Hansen’s secret garden – The Ordrupgaard collection

Musée Jacquemart-André, Paris, 15 September 2017 22 January 2018

The superb Jacquemart-André Museum has a permanent exhibition that includes works by undisputed masters like Fragonard, Coypel, Uccello, Botticelli and Greuze. But it also regularly organizes high quality temporary exhibitions. The next one will focus on an amazing collection acquired by a Danish couple passionate about art. A Mill by Jean-Baptiste COROT, Bathers by Paul Paul CÉZANNE, a Woman Combing Her Hair by Edgar DEGAS, an Adam and Eve by Paul GAUGUIN, an elegant Woman with Fan by Berthe MORISOT, a Sunlit Garden by Camille PISSARRO, Barges by Alfred SISLEY, a still-life by Henri MATISSE… Forty Impressionist and post-Impressionist jewels from the Ordrupgaard collection (near Copenhagen), collected by the Danish couple Wilhelm and Henny Hansen, will be exhibited in the prestigious Musée Jacquemart-André before moving to other museums, including Ottawa’s Museum of Fine Arts in Canada. An ambitious collector, in 1918 Wilhelm Hansen founded a consortium of art lovers to buy French art “en bloc”. The group managed to acquire the Georges Viau collection and part of the Alphonse Kann collection, works that they either divided among themselves or, in some cases, sold.
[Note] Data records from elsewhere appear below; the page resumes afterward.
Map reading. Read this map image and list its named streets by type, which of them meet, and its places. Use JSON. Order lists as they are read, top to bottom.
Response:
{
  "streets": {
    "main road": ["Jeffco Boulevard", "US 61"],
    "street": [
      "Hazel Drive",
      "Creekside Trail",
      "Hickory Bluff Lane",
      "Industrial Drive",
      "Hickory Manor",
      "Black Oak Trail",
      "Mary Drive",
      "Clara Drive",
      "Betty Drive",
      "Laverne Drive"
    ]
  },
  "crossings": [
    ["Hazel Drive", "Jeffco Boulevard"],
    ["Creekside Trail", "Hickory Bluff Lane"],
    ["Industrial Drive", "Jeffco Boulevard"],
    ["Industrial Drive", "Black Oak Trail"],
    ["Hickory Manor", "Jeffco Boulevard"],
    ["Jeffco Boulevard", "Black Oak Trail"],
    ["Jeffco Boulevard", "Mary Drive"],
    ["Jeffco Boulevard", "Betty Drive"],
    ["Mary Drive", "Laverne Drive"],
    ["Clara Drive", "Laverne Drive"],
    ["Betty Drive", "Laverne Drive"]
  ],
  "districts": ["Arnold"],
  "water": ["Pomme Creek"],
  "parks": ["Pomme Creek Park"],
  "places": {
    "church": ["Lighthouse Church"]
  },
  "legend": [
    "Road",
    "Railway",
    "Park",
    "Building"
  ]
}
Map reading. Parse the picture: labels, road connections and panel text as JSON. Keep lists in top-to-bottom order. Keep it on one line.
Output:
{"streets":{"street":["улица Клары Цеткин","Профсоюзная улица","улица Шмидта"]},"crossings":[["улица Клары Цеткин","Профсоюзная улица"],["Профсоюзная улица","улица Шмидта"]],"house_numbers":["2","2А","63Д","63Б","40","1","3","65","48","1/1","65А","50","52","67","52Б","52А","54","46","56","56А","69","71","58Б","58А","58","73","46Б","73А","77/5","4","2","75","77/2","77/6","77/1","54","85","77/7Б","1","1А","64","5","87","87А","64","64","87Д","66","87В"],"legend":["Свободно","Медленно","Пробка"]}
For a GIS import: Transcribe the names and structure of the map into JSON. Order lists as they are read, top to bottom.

This successful strategy enabled Mr. Hansen to build one of the most impressive private collections of Impressionist and post-Impressionist art, and it will now be shown in France for the first time.

Pastel art, from Degas to Rodin

Petit Palais, Paris, 15 September 2017 – 8 April 2018

This exhibition features a selection of 150 pastels from the Petit Palais collection covering the artistic currents of the second half of the 19th century, from Impressionism to Symbolism. L’art du pastel de Degas à Rodin allows rediscovery of some of the collection’s jewels: works by Berthe Morisot, Auguste Renoir, Paul Gauguin, Edgar Degas and Mary Cassatt, Symbolist artists such as Lucien Lévy-Dhurmer, Charles Léandre, Alphonse Osbert, Emile-René Ménard, a remarkable collection of works by Odilon Redon, but also more ‘society’ art by James Tissot, Jacques-Emile Blanche, Victor Prouvé and Pierre Carrier-Belleuse.

Irving Penn

Grand Palais, Paris, 21 September 2017 – 29 January 2018. Organized by the Metropolitan Museum of Art and the RMN (Réunion des musées nationaux) – Grand Palais, in collaboration with The Irving Penn Foundation.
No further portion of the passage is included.